**Task brief**
From the listing below, pull out all lines with "main" in them.
START Records for this task
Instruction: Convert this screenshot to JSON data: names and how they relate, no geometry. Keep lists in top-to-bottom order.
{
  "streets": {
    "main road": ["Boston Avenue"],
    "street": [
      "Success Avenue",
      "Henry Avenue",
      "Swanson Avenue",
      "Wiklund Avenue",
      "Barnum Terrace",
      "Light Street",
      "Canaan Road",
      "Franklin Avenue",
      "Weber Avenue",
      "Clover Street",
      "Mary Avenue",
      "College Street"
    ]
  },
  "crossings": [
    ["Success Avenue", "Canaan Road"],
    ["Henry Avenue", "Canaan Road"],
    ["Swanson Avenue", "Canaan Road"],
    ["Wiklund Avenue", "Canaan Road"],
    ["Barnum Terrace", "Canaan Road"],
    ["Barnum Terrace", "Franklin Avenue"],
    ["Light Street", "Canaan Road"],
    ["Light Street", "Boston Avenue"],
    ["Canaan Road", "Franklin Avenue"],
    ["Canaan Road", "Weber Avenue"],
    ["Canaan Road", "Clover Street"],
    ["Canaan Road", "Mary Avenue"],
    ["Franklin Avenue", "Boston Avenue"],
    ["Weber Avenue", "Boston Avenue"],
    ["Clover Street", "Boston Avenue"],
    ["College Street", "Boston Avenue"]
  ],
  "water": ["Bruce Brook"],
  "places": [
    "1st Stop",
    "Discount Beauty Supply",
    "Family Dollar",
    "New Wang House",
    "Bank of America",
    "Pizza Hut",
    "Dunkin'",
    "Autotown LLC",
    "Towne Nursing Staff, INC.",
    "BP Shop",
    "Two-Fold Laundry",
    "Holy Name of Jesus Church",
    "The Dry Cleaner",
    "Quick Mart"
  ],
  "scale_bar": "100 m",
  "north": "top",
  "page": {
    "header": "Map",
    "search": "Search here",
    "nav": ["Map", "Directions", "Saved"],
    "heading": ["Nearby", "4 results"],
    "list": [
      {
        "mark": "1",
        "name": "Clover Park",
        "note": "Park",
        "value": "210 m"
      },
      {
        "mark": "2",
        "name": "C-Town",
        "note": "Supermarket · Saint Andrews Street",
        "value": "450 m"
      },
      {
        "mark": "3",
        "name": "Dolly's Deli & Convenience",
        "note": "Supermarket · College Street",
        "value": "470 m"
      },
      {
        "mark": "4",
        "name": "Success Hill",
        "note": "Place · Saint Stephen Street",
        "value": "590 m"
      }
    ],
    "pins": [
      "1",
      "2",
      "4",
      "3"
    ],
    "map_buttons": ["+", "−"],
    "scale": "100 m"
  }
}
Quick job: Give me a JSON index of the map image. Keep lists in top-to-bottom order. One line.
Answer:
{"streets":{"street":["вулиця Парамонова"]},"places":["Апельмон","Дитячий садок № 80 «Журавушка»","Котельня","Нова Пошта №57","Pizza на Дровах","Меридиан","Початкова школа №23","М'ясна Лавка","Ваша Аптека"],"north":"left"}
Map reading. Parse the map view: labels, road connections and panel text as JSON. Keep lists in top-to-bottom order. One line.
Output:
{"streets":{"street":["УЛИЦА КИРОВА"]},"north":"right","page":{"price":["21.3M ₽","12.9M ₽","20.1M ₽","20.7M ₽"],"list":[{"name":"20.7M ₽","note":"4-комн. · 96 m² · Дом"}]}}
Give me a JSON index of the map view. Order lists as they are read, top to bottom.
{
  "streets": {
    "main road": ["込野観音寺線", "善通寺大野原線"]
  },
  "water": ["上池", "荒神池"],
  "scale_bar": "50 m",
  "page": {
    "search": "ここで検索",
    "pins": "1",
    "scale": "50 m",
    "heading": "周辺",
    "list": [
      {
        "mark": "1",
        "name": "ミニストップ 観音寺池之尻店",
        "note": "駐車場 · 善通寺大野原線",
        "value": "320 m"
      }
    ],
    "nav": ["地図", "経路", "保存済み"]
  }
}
END Records for this task
**Answer to the exercise**
    "main road": ["Boston Avenue"],
    "main road": ["込野観音寺線", "善通寺大野原線"]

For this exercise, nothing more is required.